Presently, she is a full time businesswoman running a seafood restaurant- The Fort Seafood & Pizzeria in Mombasa as well as involvements in poultry and passion fruit farming in Kilifi, activities she finds more rewarding and satisfying, and admitting to “living her dream’ now.

“So basically I finally decided to walk the talk and become an entrepreneur myself, it is something that I find very gratifying now, and I do not regret abandoning my profession as an accountant and banker,” she says during a lunch-time conversation with this writer at the restaurant, she runs together with her significant other.

To her, it has been a learning curvature, one that has paid off sizably, albeit with challenges, as one would expect with any new business venture as well as the joy of giving employment opportunities to young people in the area.

“This was purely born out of passion, my love for seafood, fresh seafood. You have to love it to do it, it is a profession, how you price the food, how you do the portioning,” says a reserved Najma who despite her busy schedules in business and family affairs, still finds time to work out and religiously takes aqua classes to stay in shape.

The motivation behind starting The Fort Seafood & Pizzeria in 2016, Najma says, was to meet the existing gap in the hospitality industry, particularly in the food and artistic cuisines that are popular among coastal people.  

“We love seafood, and after a thorough search we found very few places offering nice and fresh seafood in Mombasa. We also wanted to find a strategic place with authentic historical culture of Mombasa, that is why we settled for Old town, Mombasa town,” she says, crediting her affordable pricing and a-word-of-mouth slant for the business growth.

The brasserie is located just opposite Fort Jesus – a historical setting that was built by the Portuguese between 1593 and 1596 to the designs of Giovanni Battista Cairati to protect the port of Mombasa.

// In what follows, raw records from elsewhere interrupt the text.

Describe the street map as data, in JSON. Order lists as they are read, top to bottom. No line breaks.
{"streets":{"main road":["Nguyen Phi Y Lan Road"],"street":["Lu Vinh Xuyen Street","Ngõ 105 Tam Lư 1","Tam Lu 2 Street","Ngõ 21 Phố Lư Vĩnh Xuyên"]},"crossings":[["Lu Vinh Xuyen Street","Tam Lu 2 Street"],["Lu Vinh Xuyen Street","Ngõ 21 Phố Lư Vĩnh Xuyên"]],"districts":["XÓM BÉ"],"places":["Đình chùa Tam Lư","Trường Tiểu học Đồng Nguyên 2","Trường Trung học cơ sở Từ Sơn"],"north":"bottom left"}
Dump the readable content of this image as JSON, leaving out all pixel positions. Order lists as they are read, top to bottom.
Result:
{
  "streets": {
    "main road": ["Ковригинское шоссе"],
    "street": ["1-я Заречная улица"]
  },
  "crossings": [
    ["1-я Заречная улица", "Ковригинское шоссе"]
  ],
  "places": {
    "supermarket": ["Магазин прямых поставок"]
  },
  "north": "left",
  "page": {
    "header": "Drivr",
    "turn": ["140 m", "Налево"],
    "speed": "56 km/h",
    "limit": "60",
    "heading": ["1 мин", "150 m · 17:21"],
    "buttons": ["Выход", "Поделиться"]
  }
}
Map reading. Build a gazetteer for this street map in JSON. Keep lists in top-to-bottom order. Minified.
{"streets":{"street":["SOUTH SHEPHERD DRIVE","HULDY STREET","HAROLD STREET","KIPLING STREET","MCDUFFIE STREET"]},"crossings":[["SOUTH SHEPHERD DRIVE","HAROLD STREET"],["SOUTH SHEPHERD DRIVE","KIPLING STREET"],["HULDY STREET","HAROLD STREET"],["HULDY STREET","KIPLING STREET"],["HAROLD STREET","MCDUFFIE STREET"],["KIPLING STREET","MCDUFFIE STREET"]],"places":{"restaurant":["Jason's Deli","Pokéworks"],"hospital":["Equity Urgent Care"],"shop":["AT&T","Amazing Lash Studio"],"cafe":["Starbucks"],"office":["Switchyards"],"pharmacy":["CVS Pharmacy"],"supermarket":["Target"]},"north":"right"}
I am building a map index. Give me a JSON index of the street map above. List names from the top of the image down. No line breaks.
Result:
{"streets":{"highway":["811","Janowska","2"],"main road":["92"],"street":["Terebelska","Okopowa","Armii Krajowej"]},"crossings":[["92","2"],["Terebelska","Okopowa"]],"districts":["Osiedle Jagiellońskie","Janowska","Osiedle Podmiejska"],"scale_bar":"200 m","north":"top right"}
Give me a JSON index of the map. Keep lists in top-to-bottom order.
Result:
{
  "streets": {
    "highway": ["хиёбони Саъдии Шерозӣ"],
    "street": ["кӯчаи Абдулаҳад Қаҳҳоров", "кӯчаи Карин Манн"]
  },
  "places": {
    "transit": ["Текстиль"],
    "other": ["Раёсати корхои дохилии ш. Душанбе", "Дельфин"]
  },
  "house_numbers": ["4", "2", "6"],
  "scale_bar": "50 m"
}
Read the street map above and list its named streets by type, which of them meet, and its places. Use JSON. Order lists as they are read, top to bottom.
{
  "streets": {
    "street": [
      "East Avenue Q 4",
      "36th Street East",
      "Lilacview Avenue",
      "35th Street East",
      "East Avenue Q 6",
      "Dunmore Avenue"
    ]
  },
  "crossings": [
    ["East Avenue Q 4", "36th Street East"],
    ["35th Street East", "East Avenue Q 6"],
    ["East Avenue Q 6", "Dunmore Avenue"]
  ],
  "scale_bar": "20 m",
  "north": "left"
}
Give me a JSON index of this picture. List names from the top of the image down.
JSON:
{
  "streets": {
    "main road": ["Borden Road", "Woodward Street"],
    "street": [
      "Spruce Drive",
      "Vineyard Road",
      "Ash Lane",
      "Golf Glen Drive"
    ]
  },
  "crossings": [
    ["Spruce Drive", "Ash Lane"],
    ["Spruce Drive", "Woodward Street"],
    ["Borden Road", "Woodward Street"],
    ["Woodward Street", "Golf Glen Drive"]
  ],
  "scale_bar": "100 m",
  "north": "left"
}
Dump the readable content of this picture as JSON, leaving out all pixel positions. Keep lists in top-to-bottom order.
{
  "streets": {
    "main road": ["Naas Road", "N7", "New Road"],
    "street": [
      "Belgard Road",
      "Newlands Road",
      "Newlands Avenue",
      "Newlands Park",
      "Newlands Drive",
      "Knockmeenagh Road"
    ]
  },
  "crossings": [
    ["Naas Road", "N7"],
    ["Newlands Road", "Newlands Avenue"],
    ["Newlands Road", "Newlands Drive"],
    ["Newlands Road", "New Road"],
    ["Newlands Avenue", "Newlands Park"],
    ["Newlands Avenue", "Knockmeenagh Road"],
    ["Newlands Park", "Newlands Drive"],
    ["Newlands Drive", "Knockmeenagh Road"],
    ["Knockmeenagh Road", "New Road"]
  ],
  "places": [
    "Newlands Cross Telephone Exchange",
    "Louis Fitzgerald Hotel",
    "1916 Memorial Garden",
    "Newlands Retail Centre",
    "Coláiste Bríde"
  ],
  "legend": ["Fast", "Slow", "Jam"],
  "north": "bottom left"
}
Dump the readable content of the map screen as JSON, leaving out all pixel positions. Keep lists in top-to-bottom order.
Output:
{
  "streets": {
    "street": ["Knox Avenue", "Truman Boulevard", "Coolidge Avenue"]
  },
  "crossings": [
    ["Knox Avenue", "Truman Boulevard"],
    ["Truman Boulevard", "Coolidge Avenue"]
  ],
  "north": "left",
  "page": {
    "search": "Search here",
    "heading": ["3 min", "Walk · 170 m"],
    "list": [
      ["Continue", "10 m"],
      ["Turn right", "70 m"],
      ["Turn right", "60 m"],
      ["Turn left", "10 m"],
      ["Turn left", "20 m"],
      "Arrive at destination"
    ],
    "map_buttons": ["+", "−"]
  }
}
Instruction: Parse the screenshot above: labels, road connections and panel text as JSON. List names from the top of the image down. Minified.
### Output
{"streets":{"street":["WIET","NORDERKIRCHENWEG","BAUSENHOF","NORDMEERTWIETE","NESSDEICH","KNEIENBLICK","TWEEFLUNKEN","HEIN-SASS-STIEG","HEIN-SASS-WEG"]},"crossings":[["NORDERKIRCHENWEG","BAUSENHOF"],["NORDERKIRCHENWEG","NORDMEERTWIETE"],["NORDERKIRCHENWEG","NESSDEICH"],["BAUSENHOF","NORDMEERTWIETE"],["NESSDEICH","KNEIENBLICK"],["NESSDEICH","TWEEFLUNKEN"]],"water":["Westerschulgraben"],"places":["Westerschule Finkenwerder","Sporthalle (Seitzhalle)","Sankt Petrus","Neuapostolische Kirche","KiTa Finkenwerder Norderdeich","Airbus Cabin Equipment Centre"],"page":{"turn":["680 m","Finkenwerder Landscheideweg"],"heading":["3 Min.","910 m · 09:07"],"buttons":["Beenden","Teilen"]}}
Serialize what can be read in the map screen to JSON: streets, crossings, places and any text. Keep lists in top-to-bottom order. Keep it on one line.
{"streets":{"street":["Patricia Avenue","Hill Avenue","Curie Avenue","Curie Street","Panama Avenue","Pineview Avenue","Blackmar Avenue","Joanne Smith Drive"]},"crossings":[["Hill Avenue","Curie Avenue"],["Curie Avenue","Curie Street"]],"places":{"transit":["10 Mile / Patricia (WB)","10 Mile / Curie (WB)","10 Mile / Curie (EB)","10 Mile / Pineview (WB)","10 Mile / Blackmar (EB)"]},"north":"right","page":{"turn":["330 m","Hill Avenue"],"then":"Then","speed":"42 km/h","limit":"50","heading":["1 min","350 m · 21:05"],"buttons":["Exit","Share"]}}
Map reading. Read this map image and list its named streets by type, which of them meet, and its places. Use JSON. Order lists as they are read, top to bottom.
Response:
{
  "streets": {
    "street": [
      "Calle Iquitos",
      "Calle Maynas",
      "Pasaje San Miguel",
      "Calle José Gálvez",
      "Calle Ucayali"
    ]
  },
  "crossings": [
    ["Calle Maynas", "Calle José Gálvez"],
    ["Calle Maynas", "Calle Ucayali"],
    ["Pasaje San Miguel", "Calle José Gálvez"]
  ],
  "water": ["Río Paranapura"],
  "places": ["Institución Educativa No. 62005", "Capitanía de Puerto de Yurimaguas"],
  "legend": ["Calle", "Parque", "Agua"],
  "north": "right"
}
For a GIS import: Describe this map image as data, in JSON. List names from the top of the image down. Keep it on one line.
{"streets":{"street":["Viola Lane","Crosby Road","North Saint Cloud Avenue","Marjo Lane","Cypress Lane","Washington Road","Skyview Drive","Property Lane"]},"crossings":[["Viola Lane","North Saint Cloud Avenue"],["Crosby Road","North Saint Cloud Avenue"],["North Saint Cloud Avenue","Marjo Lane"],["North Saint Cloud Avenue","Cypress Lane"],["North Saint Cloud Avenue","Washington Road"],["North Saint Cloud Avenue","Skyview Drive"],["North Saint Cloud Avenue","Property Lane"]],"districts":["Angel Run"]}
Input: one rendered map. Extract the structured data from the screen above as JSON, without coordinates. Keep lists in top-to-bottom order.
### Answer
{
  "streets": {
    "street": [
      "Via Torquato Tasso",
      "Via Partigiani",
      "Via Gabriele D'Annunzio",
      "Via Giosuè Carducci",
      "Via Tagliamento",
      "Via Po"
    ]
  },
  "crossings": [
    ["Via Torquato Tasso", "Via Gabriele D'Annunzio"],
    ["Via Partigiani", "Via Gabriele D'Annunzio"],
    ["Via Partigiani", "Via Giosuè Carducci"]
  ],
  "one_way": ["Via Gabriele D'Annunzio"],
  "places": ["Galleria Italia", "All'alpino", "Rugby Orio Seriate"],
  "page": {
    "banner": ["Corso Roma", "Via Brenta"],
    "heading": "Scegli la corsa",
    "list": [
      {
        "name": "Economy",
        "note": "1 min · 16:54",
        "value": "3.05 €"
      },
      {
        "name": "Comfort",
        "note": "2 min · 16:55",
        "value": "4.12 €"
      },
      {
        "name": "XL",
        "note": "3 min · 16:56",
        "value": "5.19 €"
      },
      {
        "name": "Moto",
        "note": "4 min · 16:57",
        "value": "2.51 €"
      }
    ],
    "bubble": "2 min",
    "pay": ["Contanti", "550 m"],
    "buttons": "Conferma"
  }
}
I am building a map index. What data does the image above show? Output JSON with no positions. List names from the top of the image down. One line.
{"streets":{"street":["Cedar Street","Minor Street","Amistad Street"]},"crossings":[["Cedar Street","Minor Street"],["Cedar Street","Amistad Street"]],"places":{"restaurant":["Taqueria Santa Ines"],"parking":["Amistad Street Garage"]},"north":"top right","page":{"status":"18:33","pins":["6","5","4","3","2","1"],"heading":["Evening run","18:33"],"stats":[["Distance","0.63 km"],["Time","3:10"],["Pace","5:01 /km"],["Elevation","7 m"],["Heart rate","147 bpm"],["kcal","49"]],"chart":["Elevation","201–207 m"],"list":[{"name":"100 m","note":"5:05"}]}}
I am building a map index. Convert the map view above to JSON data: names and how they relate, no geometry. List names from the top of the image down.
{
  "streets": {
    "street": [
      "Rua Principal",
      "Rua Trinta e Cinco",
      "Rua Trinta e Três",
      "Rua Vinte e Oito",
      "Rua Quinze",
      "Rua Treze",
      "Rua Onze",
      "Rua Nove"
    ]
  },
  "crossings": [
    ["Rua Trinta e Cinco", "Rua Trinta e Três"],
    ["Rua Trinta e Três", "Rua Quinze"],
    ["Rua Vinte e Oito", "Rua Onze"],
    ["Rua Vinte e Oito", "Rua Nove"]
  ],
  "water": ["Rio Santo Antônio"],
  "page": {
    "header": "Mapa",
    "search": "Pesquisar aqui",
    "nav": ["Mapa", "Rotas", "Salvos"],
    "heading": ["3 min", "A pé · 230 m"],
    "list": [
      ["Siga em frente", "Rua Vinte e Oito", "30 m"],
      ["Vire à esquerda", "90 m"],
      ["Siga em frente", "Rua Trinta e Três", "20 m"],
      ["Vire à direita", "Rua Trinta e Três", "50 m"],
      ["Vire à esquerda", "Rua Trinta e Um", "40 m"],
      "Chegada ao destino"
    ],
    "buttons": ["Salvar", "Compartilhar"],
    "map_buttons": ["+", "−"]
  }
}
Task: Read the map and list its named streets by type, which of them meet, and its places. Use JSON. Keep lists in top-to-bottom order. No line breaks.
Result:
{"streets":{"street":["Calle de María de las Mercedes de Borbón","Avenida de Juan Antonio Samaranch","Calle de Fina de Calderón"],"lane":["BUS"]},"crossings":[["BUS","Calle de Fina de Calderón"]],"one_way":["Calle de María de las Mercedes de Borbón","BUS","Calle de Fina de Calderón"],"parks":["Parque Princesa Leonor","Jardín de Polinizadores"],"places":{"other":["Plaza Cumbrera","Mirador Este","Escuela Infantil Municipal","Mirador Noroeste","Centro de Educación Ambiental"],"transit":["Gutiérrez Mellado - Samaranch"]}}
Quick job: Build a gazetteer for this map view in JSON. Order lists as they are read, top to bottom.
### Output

It is one of the most outstanding and well preserved examples of 16th Portuguese military fortification and a landmark in the history of this type of construction, and one that continues to attract thousands of vacationers across the globe who flock the fort to understand its antiquity.

The Fort Seafood & Pizzeria boasts of having hosted prominent figures including Mvita Member of Parliament Abdulswamad Shariff Nassir, TV personalities Julie Gichuru, Ali Manzu, Lulu Hassan and her family among others with future plans to open two other seafood outlets in Nyali and Nairobi in 2019 and 2020 respectively. She’s however coy on the extent of investments she’ll be spending on the new undertakings.

Despite the controlled competition in seafood business, Najma says her secret weapon has been the restaurant’s signature dish, plaster seafood (a combination of all the delicacies, king-from, calamari recipe, red snapper, and lobster) which she says is the restaurant’s most popular dish besides offering Swahili, Indian and Italian cuisines.

The regulars at The Fort Seafood & Pizzeria include tourists both foreign and domestic as well as corporate individuals around the fort Jesus.

Despite her success in hospitality industry, Najma says the business is faced by lack of consistency and short supply of seafood products which at times seen her import from neighboring countries like Tanzania to keep up with the high demand of the commodity, despite being at the foot of the island.

She now wants both national and county governments to come into their rescue in order to address those concerns.